I do a lot of drawing with a pen.
These are just kids playing, grandchildren, nieces, whoever.
Okay, this is analyzing paintings.
We visited a cousin of my wife’s.
They had not seen each other in 30 years.
When they were chit-chatting, I was drawing.
Okay, this is them at the counter.
They’re making coffee and something to eat.
Now, this is a model at one of my head classes at Ringling.
These are drawings that were done at a restaurant.
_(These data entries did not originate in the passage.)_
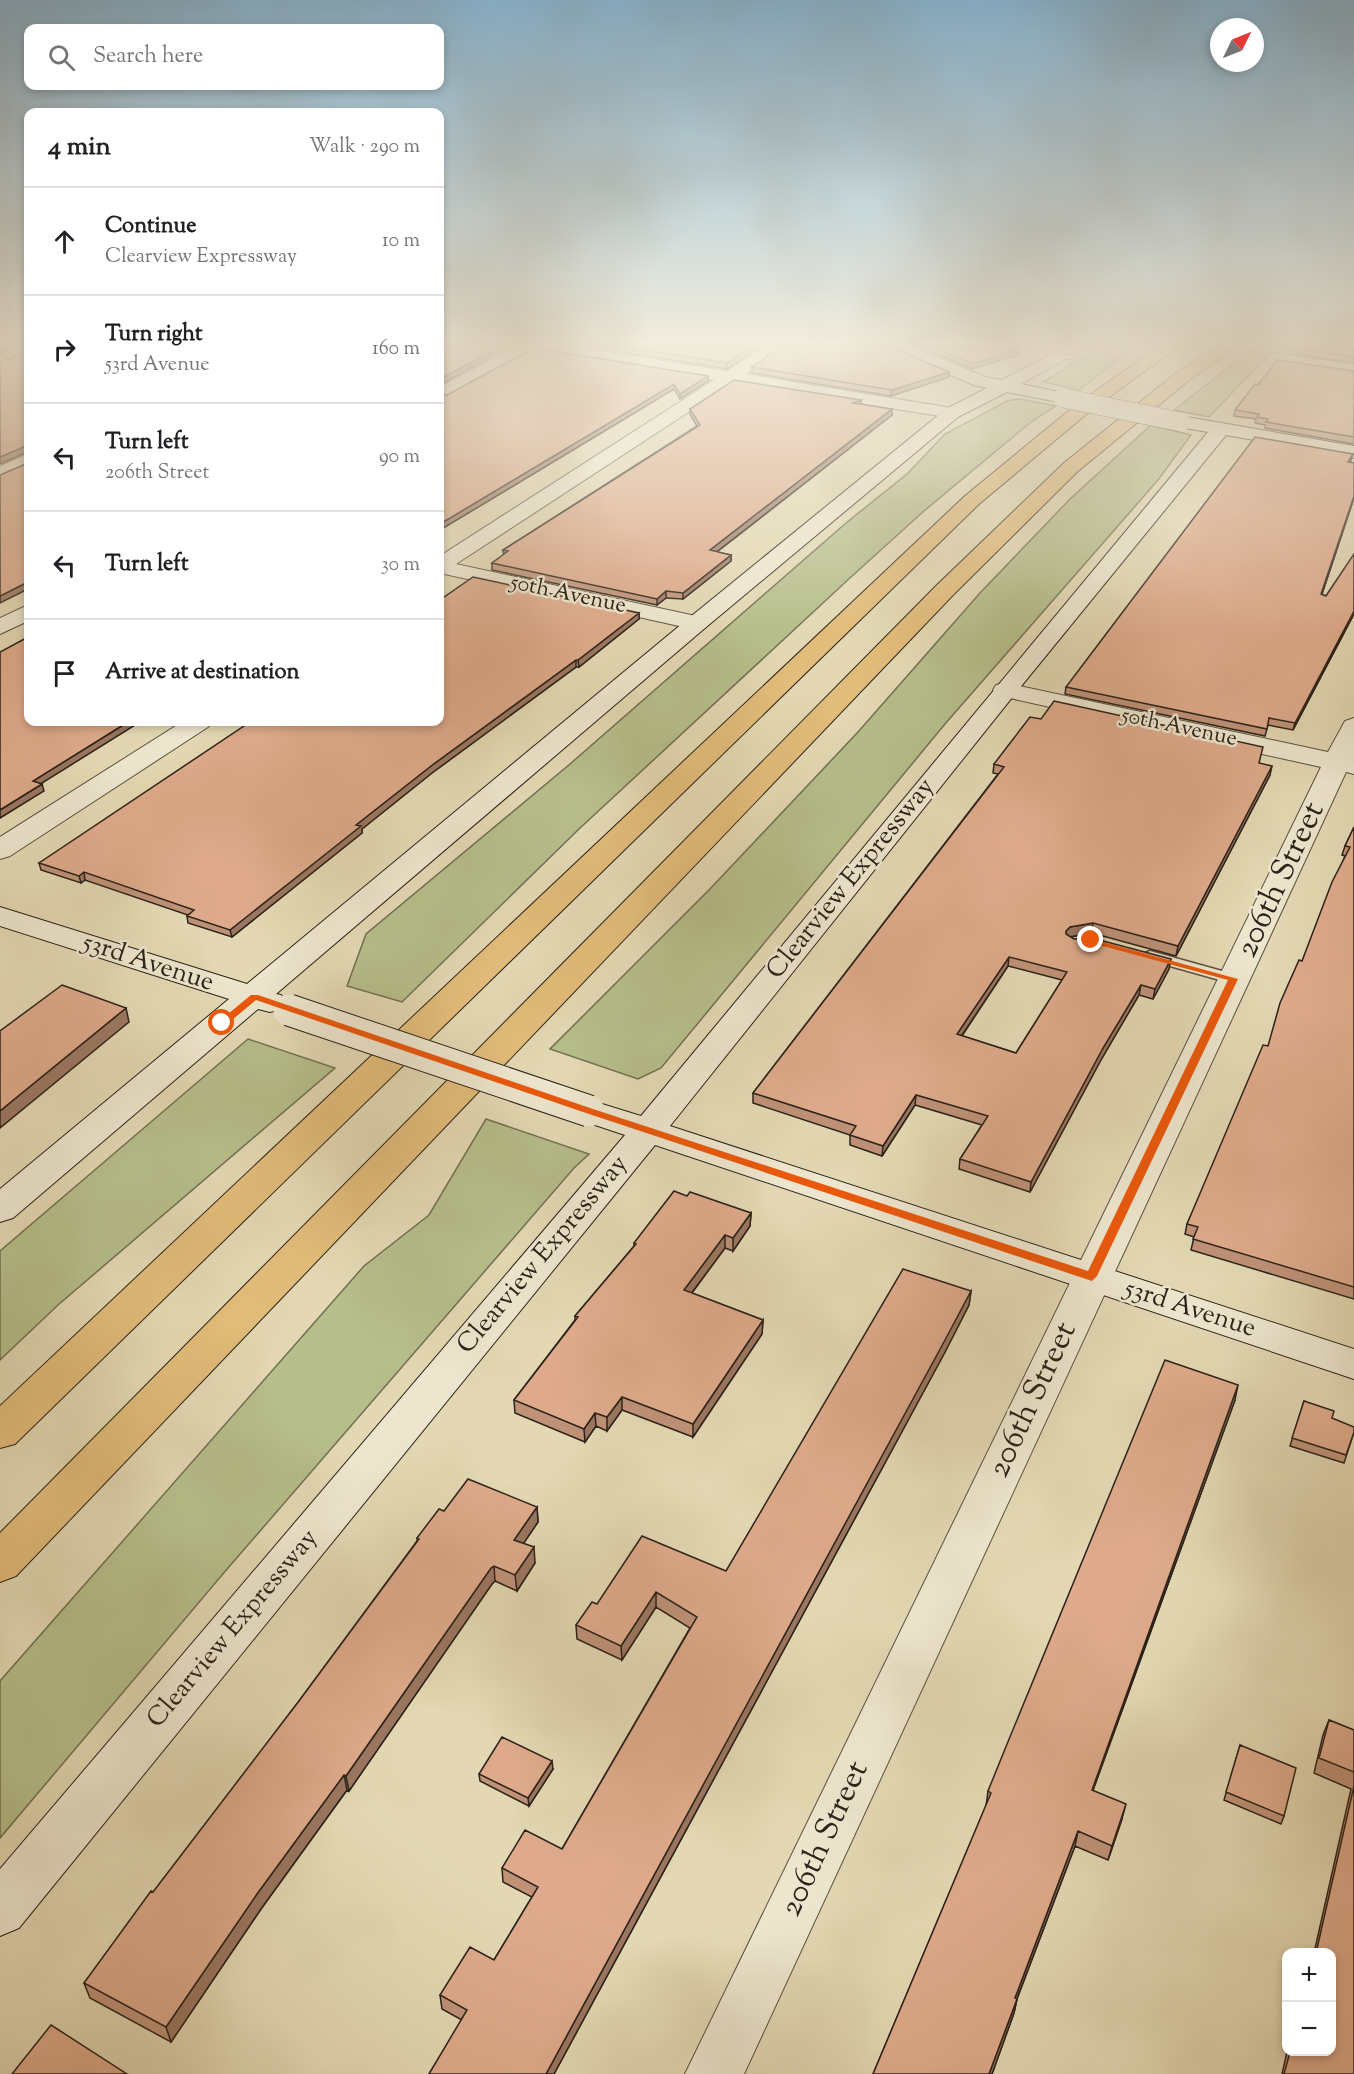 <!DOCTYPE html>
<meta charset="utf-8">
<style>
:root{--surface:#fff;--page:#f2f2f2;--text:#202124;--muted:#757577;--line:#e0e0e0}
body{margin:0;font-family:"Sorts Mill Goudy",serif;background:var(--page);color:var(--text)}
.controls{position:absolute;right:18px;bottom:18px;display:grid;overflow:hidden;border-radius:12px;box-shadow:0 3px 9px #0003}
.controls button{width:54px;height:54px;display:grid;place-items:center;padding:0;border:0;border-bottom:2px solid var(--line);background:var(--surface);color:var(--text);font:30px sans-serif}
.compass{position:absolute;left:1210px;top:18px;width:54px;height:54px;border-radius:50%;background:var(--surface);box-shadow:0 3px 9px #0003;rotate:47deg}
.stop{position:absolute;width:18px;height:18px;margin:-14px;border:4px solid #ea580c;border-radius:50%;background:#fff}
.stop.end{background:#ea580c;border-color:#fff;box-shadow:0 2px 6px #0008}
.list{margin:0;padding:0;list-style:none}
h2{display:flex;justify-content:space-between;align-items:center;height:78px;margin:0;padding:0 24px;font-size:26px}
h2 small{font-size:20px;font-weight:400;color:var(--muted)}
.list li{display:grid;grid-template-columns:39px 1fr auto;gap:18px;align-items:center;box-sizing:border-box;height:108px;padding:0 24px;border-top:2px solid var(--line)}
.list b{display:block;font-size:22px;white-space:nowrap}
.list p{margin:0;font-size:20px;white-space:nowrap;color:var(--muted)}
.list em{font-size:20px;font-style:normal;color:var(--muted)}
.icon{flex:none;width:33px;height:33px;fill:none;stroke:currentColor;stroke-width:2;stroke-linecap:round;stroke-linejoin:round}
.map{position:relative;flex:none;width:1354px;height:2074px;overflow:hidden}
.search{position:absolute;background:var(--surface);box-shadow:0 3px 9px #0003;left:24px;top:24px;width:420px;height:66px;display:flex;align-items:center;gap:15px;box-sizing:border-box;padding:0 21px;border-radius:12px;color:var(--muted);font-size:22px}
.panel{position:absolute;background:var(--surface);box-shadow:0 3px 9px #0003;left:24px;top:108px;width:420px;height:618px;border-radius:12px}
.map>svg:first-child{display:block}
</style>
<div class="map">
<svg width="1354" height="2074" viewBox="0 0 1354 2074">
<rect width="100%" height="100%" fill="#e3d8b3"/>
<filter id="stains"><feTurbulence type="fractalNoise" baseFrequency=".00333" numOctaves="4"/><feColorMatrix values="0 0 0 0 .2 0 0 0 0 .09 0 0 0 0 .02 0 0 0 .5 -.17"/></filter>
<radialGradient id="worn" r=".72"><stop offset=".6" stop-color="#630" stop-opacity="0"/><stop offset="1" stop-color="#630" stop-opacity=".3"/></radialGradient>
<path fill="#b6be8b" stroke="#717052" stroke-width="1.5" d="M1104 344H1138L1079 390 1043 382Z
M1259 344H1283L1251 373 1209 417 1174 410Z
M1020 399 1056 406 1031 422 924 511 851 577 579 829 402 1002 347 986 366 934 570 764 846 523 907 474 945 434 1007 401Z
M1151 425 1191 435 1158 480 945 724 661 1068 638 1079 550 1049 709 890 858 732 980 593 1070 499Z
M248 1039 335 1068 58 1305 0 1360V1251Z
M486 1119 589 1154 574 1168 222 1575 0 1838V1681L364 1266 429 1215Z"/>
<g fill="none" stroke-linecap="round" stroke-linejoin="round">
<defs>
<path id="lane" d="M1150 951 1240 976 1242 979 1234 984 1145 959 1142 956 1145 953Z"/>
<path id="street" d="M516 344H557L727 371 769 344H789L746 374 952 408 958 409 961 413 958 417 952 418 733 383 456 564 705 618 709 623 705 628 697 630 440 573V556L714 380 534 351 446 398 440 399V387L517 346Z
M1044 344H1063L1075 355 1073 359H1061Z
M1275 353 1354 365V375L1269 362 1266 358 1269 354Z
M28 454V467L0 479V466Z
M28 605V621L0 634V618Z
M1005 683 1328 752 1345 721 1354 718V774L1346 772 744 2074H685L1321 767 996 695 993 690 996 685Z
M182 722H212L208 727 10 856 0 859V837Z"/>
<path id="secondary" d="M883 344H906L985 377 1002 380 1072 344H1093L1021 384 1069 394 1072 398 1069 402 1063 403 1007 392 958 417 705 628 276 994 281 995 286 1002 281 1009 270 1012 258 1009 13 1218 0 1222V1189L229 999 0 926V907L247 984 689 618 946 409 987 388 974 385 885 348Z
M1181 416 1354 446V458L1226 435 1014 695 670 1126 1354 1349V1379L655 1145 19 1928 0 1936V1869L625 1135 577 1119 572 1111 577 1103 589 1100 641 1116 1208 432 1174 426 1172 422 1174 418Z"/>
<path id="primary" d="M28 344V355L0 365V354Z"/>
<path id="highway" d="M1163 344H1182L1089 412 979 504 15 1444 0 1448V1406L965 496 1077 404Z
M1220 344H1240L1187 382 1078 471 953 595 16 1576 0 1582V1533L937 585 1064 463 1175 374Z"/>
</defs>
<use href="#lane" stroke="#5a5040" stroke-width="3"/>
<use href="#street" stroke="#5a5040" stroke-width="2"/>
<use href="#secondary" stroke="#2c2219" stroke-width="2"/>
<use href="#primary" stroke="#2c2219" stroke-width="2"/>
<use href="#highway" stroke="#2c2219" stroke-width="2"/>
<use href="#lane" fill="#ede6ce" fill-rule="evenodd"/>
<use href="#street" fill="#ede6ce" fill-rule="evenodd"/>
<use href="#secondary" fill="#ede6ce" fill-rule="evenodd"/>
<use href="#primary" fill="#e2bc7a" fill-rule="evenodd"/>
<use href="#highway" fill="#e2bc7a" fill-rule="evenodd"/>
<defs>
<path id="secondary-bridge-far1" d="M1063 398 1181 422"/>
<path id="secondary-bridge" d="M289 1010 589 1111"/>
</defs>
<use href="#secondary-bridge-far1" stroke="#2c2219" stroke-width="20" stroke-linecap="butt"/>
<use href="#secondary-bridge" stroke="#2c2219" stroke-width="33" stroke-linecap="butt"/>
<use href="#secondary-bridge-far1" stroke="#ede6ce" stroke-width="19"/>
<use href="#secondary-bridge" stroke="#ede6ce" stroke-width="31"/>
</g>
<path fill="#bf9278" stroke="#2c2219" stroke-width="1.5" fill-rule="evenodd" d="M573 344H764L727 369Z
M913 344H1005L1018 349V355L972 369Z
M1354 344V363L1288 353 1289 347Z
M884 345 949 372V377L891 396 752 373V367Z
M1354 371V444L1265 428V425L1255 423 1256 419 1234 416 1235 410 1258 385Z
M708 381 680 399 674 389 440 530V395Z
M861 400V404L892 415 717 552 731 555V561L683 599 666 598 657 605 492 570V563L504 555 503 550 697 426 690 414V409Z
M1353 454 1350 463H1354V498L1322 594 1326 596 1354 554V614L1293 730 1268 725 1265 736 1065 694 1066 687Z
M639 613V619L579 667H576L432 773 362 829V833L232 937 188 923 187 916 188 915 85 880 81 883 41 870 39 863Z
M1259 763 1270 775 1176 956 1092 933 1070 937 1074 939 1169 969 1153 999 1139 995 1102 1058 1030 1192 959 1169 960 1159 982 1125 915 1105 882 1156 850 1145V1135L753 1103V1093L998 774 993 773 994 764ZM1008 966 1062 980 1016 1053 962 1036Z
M1354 827V1299L1191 1250 1194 1237 1185 1234 1187 1224 1268 1046 1345 856 1342 855 1345 846Z
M687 1196 751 1213 750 1226 733 1251 725 1248 692 1293 763 1320 762 1334 693 1437 622 1410 607 1431 596 1426 585 1442 515 1413 514 1400 575 1320V1316L634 1246V1243Z
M971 1291 969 1305 944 1354 554 2074H429L462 2020 442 2009 440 1995 494 1960 532 1897 503 1882 502 1868 562 1849 690 1628 656 1607 622 1660 577 1639 576 1625 597 1604 726 1571Z
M1235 1400 1093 1790 1122 1819 1108 1860 1075 1846 1017 1999 1014 2013 992 2074H873L986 1806 988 1791Z
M1304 1401 1354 1432 1344 1463 1290 1446Z
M537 1507 538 1522 523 1544 535 1563 517 1591 495 1581 492 1584 349 1791 347 1790 261 1909 171 2042 90 1998 84 1983 299 1701 417 1541V1538L444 1511Z
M1329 1720 1354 1730V2074H1282L1287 2052H1332V1953H1314L1351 1789 1314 1773 1323 1735Z
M1240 1745 1284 1816 1281 1824 1224 1800Z
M553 1769 529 1806 480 1781 479 1774Z"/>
<path fill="#9b7761" stroke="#2c2219" stroke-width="1.5" d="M6 344H21L0 352V346Z
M506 344H514L440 385V379Z
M757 344H764L727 369V363Z
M1018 349V355L972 369 973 364Z
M949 372V377L891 396 892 390Z
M708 376V381L680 399V394Z
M674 384V389L440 530V524Z
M892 409V415L710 557V550Z
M26 446 27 452 0 464V457Z
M1354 496V498L1320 600 1321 594Z
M731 555V561L683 599V593Z
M28 582V589L0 603V596Z
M666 591V598L657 605V599Z
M1354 611V614L1293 730 1295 723Z
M639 613V619L579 667 578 660Z
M576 660V667L432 773 362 829V833L232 937 230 930 356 825 431 766Z
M128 722H140L34 788 33 781Z
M1272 766 1270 775 1176 956 1178 946Z
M42 784 44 791 0 818V810Z
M84 872 85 880 81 883 79 876Z
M1093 923 1092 933 1069 937 1064 940 1066 931 1070 927Z
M1009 957 1008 966 956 1044 957 1034Z
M1171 959 1169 969 1153 999 1155 989Z
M1141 985 1139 995 1102 1058 1030 1192 1031 1182 1103 1048Z
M126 1008 129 1022 0 1128V1111Z
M916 1095 915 1105 882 1156 883 1146Z
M751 1213 750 1226 733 1251V1238Z
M725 1235V1248L684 1303V1290Z
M971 1291 969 1305 944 1354 554 2074H546Z
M763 1320 762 1334 693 1437V1424Z
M1238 1385 1235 1400 1088 1804 1092 1790Z
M622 1397V1410L607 1431V1417Z
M595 1413 596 1426 585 1442 584 1429Z
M537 1507 538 1522 515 1556 514 1540Z
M534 1547 535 1563 517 1591 515 1575Z
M494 1566 495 1581 492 1584 349 1791 346 1776 491 1568Z
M656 1592V1607L622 1660 621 1646Z
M552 1761 553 1769 529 1806 528 1798Z
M344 1775 347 1790 261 1909 171 2042 166 2027 257 1894Z
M1126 1804 1122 1819 1108 1860 1112 1846Z
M1078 1831 1075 1846 1012 2012 1015 1998Z
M1017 1999 1014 2013 992 2074H989Z"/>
<path fill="#deaa8b" stroke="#2c2219" stroke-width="1.5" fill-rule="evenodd" d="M440 344H506L440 379Z
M605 344H757L727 363Z
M785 344H884L949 372 892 390 752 367Z
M925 344H1005L1018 349 973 364Z
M1292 344H1354V357L1289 347Z
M534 348 708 376 680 394 674 384 440 524V395H447Z
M28 351V448L26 446 0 457V362Z
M1278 360 1354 371V437L1266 422 1268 419 1257 417 1259 414 1235 410 1255 384 1258 385Z
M734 380 861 400 853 403 892 409 710 550 731 555 683 593 666 591 657 599 492 563 508 551 503 550 700 425 690 409Z
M1255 437 1353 454 1348 462 1354 463V496L1321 594 1326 596 1354 554V611L1295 723 1269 718 1267 729 1066 687Z
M28 454V582L0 596V475L28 463Z
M473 577 639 613 578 660H576L431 766 356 825 361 826 230 930 187 916 194 910 84 872 79 876 39 863 250 722H440V600Z
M28 637V722H128L33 781 42 784 0 810V652Z
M1054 701 1263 747 1259 763 1272 766 1178 946 1093 923 1070 927 1066 931V934L1074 939 1092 938 1171 959 1155 989 1141 985 1103 1048 1031 1182 960 1159 988 1116 916 1095 883 1146 850 1135 856 1126 753 1093 1004 767 994 764 1030 717 1041 719ZM1009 957 1067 972 1016 1053 957 1034Z
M1354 827V1287L1193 1239 1198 1227 1187 1224 1263 1045 1268 1046 1280 1003 1299 960 1302 961 1332 882 1350 847 1345 846Z
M62 985 126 1008 0 1111V1031Z
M674 1191 687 1196 690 1192 751 1213 733 1238 725 1235 684 1290 763 1320 693 1424 622 1397 607 1417 595 1413 584 1429 514 1400 578 1317 575 1316 636 1244 634 1243Z
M903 1269 971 1291 945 1340 546 2074H429L467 2010 440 1995 470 1947 494 1960 538 1887 502 1868 525 1830 562 1849 697 1617 656 1592 621 1646 576 1625 592 1602 597 1604 642 1536 726 1571Z
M1165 1360 1238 1385 1092 1790 1126 1804 1112 1846 1078 1831 1015 1998 1017 1999 989 2074H873L991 1793 988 1791 1005 1749Z
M1304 1401 1334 1411 1332 1418 1354 1427V1432L1346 1455 1292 1438Z
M468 1479 537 1507 514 1540 534 1547 515 1575 494 1566 491 1568 346 1776 344 1775 257 1894 166 2027 84 1983 151 1891 153 1892 299 1701 419 1539 417 1538 439 1509 444 1511Z
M1329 1720 1354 1730V1772L1319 1758Z
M502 1737 552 1761 528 1798 479 1774Z
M1240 1745 1296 1768 1284 1816 1226 1792Z
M1354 1786V2074H1284L1290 2052H1332V1953H1316Z
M51 2025 127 2074H12Z"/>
<linearGradient id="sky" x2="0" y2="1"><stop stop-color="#88b6d4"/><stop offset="0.54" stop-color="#f2eddd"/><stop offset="1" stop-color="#f2eddd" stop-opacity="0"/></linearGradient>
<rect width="1354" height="635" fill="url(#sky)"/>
<path fill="#ea580c" d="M1088 938 1238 979 1097 1276 1092 1281 586 1113 256 1000 226 1025 217 1023 251 995H258L593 1109 1088 1271 1228 980 1088 942Z"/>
<g text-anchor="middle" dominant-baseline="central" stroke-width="5" stroke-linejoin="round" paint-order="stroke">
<g font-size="22" fill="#2c2219" stroke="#ede6ce">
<text transform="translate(568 595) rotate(12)">50th Avenue</text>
<text transform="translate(1179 728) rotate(12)">50th Avenue</text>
</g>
<g font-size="26" fill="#2c2219" stroke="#ede6ce">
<text transform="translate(851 879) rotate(-51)">Clearview Expressway</text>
<text transform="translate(148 963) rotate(18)">53rd Avenue</text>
<text transform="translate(543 1255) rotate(-50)">Clearview Expressway</text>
<text transform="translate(1190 1309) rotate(18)">53rd Avenue</text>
<text transform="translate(233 1629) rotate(-50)">Clearview Expressway</text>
</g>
<g font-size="32" fill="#2c2219" stroke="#ede6ce">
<text transform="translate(1281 880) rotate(-65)">206th Street</text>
<text transform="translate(1033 1400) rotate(-65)">206th Street</text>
<text transform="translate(825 1839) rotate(-65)">206th Street</text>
</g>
</g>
<rect width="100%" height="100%" filter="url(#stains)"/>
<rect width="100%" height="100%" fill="url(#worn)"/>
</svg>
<div class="controls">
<button>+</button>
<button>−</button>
</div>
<svg class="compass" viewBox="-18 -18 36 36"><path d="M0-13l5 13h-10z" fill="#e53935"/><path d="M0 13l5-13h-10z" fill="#757577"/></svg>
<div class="stop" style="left:222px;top:1023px"></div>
<div class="stop end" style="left:1091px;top:940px"></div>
<div class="search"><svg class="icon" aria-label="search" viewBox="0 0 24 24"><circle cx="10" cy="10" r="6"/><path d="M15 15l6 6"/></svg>Search here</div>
<section class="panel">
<h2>4 min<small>Walk · 290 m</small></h2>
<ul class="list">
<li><svg class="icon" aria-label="ahead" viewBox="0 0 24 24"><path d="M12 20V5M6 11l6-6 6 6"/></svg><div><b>Continue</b><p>Clearview Expressway</p></div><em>10 m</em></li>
<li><svg class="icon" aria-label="right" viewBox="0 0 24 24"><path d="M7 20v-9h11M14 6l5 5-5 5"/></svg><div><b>Turn right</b><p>53rd Avenue</p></div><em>160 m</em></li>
<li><svg class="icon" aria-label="left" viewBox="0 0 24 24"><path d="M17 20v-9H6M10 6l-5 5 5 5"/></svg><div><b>Turn left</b><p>206th Street</p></div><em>90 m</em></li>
<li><svg class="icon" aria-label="left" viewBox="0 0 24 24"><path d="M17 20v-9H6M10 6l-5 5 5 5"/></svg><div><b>Turn left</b></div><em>30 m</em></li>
<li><svg class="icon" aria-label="arrive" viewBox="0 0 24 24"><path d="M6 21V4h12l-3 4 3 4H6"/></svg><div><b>Arrive at destination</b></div></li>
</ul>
</section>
</div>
Restaurant drawings of people sitting.
We had a table outside.
These are people waiting to get in.
Then model stuff.
This is making stuff up.
Just starting out with a chamois and then taking a kneaded eraser and pulling it out.
We’ve got Florida.
I was teaching a landscape class.
This is Vasquez Rocks, doing a whole series.
This is when my wife went swimming in Florida, and I was drawing the bushes.
My wife, grandchildren.
Alfred, Camille, Ethan.
These are thumbnails for drawings.
Scouts, more Scouts.
We go to the dentist’s office a lot, or optometrist’s office.
These I did yesterday.
That’s the last one.
The Namiki Falcon, perhaps the best pen.
Okay, now you can see how this already has dried.
See the effect?
Capturing people’s expressions. That’s what da Vinci said to do:
go into the marketplace and capture people doing real things with real expressions.
It’s hard just capturing just normal, everyday expressions.
They tend to be really subtle, and probably one of the top guys to look at for doing that was Gibson, marvelous.